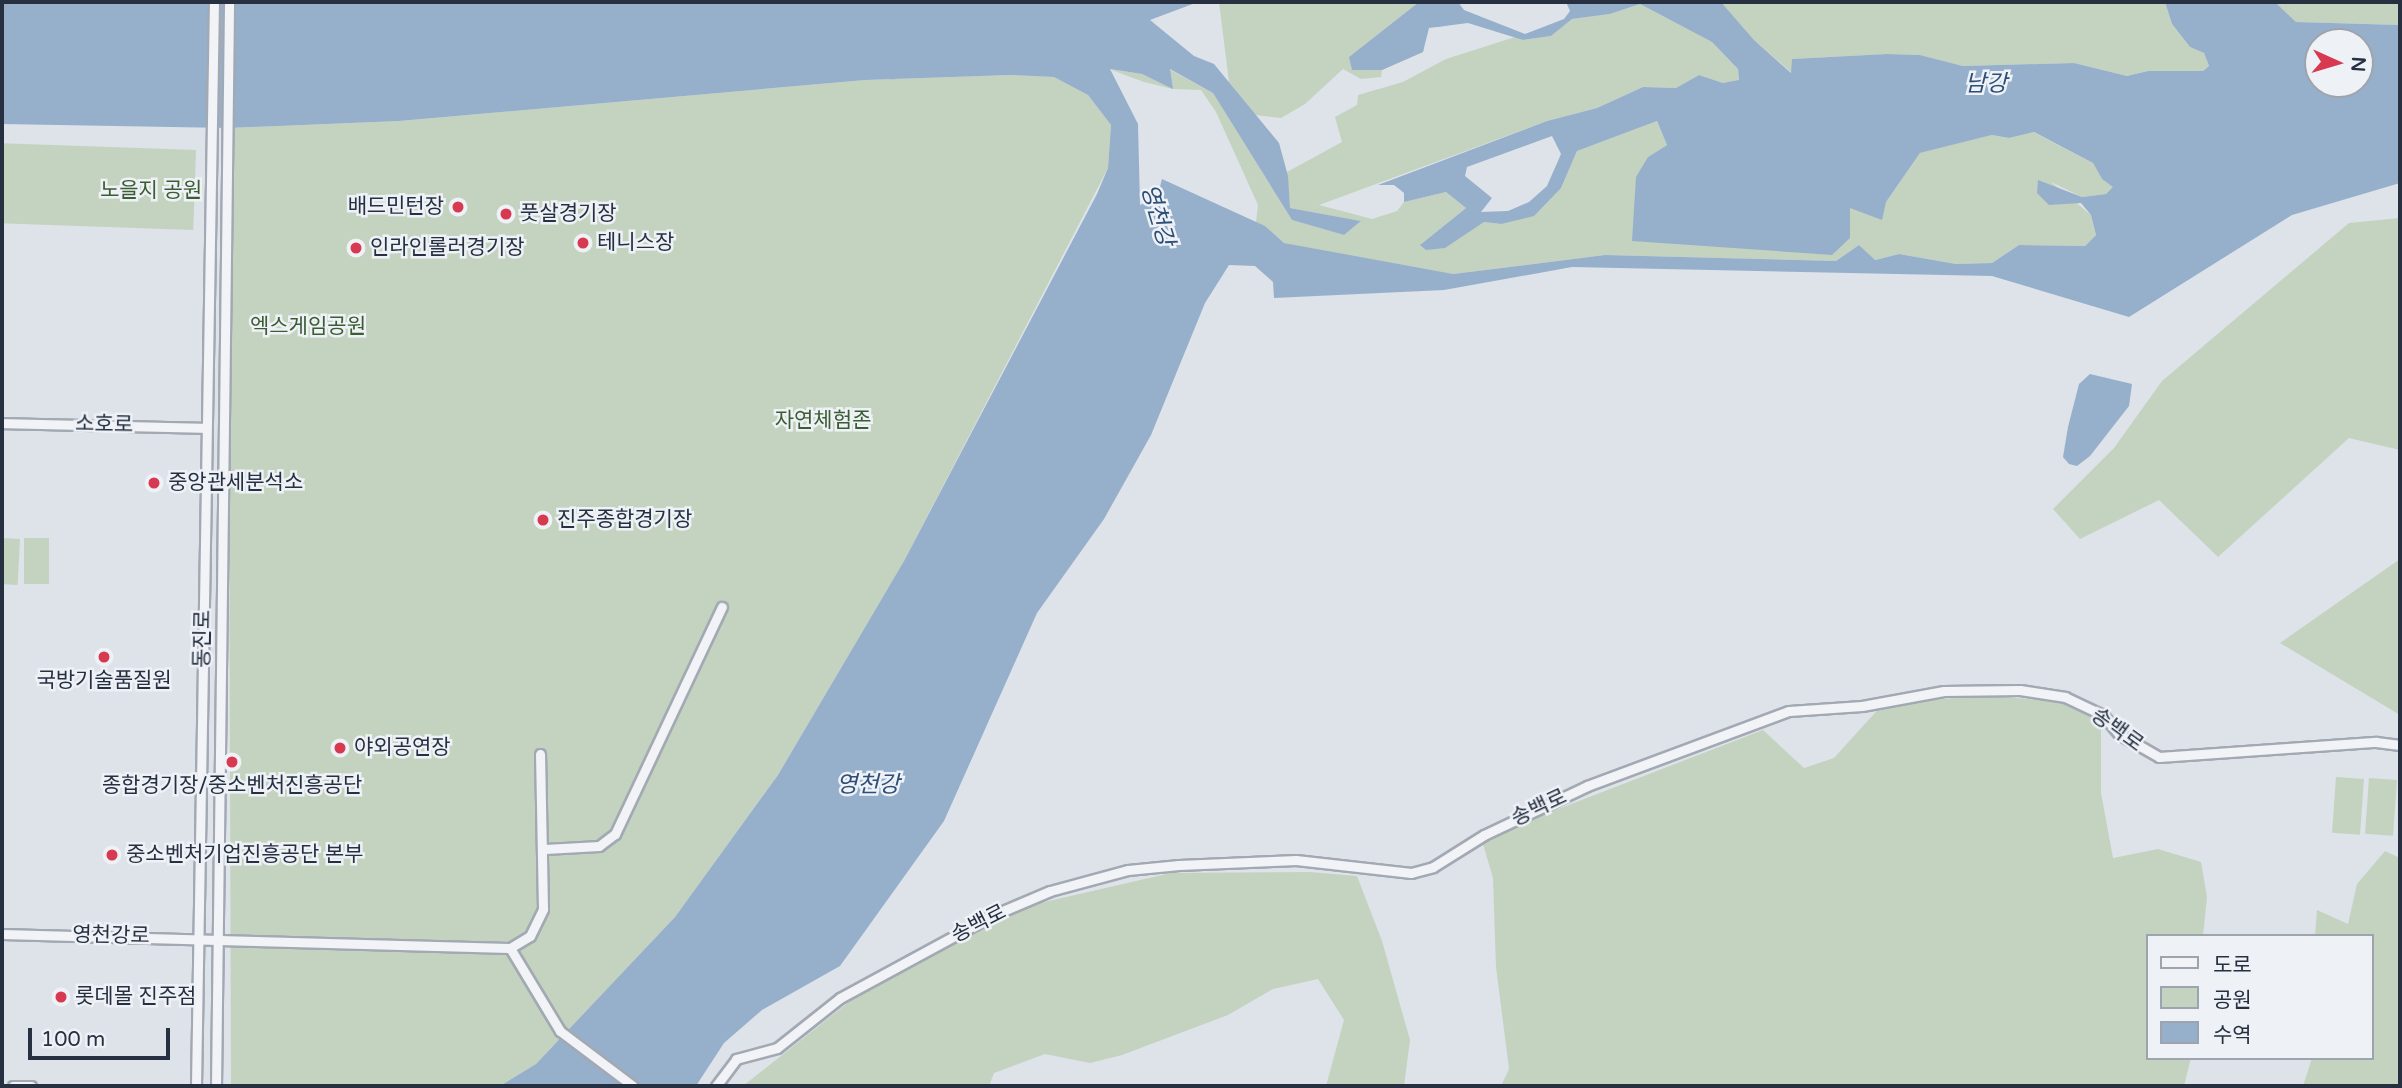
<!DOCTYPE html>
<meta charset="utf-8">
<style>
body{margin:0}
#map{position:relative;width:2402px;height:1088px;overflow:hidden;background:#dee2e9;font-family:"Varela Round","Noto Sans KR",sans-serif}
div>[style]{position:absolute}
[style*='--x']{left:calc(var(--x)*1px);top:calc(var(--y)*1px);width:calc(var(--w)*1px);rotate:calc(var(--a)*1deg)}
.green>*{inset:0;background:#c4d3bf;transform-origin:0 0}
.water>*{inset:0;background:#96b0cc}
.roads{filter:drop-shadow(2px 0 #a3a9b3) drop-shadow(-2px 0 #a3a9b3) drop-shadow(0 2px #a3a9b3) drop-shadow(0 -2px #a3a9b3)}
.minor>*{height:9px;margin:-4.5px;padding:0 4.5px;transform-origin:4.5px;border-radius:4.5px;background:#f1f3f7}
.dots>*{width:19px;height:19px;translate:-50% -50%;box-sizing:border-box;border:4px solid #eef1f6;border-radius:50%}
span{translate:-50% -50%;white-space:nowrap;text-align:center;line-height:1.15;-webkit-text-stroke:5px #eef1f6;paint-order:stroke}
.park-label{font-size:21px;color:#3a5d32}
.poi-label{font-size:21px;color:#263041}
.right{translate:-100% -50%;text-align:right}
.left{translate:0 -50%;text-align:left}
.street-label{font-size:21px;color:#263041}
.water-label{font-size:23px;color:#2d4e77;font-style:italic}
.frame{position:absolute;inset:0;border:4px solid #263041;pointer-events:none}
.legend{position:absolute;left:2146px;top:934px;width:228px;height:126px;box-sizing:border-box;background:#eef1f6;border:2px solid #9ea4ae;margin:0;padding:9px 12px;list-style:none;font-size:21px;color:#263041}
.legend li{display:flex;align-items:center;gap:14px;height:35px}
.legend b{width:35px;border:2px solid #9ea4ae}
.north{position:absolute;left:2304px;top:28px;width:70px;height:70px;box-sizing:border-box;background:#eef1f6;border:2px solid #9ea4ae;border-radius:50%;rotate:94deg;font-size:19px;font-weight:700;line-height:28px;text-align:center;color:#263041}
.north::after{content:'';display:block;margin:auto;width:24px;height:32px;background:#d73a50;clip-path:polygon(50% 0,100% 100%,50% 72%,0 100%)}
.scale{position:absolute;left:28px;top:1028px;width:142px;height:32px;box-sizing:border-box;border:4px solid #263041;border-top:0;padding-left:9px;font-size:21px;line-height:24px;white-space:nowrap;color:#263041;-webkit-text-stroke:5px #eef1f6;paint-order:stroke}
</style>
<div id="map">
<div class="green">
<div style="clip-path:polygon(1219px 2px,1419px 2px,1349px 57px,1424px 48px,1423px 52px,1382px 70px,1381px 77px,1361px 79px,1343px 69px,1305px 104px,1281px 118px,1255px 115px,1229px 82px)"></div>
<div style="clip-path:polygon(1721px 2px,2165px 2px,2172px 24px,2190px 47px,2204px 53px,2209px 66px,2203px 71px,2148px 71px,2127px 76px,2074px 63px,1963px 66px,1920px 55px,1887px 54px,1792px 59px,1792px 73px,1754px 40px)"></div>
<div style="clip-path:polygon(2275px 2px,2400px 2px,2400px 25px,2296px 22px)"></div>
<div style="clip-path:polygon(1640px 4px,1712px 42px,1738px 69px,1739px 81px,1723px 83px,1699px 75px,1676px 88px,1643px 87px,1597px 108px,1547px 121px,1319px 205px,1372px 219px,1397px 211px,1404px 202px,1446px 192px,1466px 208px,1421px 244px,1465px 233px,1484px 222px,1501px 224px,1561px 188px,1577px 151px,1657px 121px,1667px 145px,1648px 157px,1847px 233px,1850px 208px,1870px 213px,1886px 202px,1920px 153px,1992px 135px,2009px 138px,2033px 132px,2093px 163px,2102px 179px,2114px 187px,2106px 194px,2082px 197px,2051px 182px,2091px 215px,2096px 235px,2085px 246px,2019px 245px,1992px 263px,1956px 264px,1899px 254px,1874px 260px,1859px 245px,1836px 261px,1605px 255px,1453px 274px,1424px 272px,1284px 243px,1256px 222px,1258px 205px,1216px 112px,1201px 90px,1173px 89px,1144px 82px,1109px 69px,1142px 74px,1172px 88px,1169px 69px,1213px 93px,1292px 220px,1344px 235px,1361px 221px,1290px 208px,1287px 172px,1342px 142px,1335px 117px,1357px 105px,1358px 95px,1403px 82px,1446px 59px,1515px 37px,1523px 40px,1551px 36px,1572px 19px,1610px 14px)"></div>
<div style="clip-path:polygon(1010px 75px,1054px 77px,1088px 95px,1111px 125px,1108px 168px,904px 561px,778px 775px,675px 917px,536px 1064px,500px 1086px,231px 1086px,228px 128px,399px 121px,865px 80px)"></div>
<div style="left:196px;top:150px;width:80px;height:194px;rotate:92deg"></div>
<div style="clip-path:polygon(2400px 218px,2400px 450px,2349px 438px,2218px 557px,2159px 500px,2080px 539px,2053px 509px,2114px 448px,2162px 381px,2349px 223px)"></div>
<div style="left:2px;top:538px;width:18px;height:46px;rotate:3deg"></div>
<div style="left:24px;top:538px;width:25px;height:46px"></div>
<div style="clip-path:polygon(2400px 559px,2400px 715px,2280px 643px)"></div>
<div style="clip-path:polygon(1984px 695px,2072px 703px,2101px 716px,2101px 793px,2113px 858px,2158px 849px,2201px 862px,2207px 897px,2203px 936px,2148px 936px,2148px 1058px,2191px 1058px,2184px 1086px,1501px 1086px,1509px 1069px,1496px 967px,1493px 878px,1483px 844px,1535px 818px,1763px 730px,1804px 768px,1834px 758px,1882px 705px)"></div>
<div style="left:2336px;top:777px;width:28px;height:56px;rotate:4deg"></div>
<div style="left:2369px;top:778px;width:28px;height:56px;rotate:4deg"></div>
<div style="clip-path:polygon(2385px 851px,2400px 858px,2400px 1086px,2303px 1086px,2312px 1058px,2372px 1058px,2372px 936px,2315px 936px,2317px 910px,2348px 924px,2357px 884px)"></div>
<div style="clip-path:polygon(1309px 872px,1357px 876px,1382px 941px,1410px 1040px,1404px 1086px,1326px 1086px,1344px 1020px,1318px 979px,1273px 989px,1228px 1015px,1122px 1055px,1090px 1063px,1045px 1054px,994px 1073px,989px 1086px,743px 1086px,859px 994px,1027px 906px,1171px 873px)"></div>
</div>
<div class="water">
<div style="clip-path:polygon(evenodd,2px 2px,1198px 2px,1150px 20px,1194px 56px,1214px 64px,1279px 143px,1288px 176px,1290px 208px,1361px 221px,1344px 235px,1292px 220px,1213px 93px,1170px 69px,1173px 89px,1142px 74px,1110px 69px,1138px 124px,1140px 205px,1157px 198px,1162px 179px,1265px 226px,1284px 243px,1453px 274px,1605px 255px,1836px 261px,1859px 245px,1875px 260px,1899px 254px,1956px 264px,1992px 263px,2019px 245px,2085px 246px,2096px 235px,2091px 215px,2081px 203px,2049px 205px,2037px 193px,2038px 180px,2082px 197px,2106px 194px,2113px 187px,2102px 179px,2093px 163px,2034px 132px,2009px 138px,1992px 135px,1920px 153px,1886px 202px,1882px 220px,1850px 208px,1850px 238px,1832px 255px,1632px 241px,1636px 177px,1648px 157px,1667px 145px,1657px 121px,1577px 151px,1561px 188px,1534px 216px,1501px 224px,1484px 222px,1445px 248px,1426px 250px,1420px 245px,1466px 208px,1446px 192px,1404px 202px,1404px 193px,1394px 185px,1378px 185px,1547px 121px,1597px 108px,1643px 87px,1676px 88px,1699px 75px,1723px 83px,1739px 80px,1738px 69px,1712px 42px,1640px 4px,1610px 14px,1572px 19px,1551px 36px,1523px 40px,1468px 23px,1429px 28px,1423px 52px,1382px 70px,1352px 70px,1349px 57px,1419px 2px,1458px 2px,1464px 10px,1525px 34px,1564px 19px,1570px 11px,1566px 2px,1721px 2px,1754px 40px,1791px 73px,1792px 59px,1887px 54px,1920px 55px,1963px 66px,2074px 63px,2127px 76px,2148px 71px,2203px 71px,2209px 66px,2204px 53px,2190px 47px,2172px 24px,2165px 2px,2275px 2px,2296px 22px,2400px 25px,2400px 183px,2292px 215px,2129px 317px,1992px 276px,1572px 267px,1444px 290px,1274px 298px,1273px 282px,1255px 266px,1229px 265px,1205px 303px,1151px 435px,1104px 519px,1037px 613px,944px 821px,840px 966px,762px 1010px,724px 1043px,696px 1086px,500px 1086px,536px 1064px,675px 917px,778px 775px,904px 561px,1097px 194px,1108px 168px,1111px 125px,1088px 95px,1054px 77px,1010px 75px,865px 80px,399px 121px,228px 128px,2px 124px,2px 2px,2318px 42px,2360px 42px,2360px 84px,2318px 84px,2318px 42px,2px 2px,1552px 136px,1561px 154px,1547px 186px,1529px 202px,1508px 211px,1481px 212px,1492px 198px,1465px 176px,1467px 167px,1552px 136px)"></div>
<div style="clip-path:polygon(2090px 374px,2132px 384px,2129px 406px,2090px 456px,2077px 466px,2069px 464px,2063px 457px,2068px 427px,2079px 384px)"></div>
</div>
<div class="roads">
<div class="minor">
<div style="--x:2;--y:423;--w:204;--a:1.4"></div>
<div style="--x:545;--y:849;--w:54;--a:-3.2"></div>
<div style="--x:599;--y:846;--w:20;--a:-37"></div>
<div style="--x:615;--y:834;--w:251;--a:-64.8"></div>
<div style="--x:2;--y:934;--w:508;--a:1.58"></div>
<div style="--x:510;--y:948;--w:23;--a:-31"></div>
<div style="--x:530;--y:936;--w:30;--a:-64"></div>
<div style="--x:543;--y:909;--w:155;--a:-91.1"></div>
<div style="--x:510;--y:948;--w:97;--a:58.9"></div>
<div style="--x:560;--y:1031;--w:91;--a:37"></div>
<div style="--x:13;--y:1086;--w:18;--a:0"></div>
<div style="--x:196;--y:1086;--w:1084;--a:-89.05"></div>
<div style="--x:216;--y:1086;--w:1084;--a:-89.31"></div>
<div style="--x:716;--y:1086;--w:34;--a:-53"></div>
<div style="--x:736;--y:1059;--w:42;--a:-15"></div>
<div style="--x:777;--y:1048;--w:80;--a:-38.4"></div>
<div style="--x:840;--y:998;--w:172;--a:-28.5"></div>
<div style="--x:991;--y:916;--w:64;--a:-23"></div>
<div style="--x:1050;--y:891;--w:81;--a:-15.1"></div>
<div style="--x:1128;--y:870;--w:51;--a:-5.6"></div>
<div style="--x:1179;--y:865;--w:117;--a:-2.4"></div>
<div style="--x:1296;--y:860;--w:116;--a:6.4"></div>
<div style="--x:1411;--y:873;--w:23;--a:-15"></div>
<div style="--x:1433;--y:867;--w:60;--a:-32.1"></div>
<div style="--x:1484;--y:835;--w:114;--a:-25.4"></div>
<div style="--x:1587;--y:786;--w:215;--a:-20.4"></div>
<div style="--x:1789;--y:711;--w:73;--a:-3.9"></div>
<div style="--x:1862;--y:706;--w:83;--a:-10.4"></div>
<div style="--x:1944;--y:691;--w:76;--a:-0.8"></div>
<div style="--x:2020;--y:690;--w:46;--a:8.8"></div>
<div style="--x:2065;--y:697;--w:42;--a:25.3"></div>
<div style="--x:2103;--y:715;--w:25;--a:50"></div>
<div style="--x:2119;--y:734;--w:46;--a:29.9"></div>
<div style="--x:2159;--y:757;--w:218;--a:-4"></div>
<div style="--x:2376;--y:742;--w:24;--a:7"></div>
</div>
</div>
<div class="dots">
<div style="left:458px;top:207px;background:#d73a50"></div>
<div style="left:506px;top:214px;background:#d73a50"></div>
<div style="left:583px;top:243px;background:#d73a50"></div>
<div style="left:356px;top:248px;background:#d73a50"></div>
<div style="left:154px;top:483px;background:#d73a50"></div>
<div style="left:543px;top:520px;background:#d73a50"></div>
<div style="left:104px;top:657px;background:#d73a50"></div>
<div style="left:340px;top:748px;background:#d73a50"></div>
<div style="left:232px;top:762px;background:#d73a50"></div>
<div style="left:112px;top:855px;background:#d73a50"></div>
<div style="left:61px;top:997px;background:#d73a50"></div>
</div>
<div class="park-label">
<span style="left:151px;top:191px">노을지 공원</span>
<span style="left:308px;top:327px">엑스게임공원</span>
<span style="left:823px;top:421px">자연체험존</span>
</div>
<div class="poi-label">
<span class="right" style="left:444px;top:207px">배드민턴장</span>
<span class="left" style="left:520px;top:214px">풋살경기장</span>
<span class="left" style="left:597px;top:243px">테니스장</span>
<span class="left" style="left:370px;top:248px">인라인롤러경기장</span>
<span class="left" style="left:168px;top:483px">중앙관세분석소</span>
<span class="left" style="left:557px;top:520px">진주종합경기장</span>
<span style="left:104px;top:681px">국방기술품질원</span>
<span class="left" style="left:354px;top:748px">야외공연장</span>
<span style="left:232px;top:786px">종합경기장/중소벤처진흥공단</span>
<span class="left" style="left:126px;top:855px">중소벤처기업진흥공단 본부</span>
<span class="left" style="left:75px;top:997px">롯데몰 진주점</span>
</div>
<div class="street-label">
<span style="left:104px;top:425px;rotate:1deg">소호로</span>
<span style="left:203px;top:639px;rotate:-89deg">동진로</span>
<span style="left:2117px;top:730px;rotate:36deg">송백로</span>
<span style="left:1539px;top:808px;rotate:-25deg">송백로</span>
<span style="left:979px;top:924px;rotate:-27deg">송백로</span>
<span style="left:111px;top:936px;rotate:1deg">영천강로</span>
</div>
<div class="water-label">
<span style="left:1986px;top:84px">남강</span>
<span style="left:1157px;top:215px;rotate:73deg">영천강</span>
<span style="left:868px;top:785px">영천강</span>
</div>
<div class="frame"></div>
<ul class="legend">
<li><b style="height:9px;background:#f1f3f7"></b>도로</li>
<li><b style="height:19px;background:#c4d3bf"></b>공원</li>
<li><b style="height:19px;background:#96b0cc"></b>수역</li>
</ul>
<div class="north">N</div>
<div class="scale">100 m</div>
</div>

────────────────────

Task requirements -
Take from the entries every line that has the string "green".

Answer section -
.green>*{inset:0;background:#c4d3bf;transform-origin:0 0}
<div class="green">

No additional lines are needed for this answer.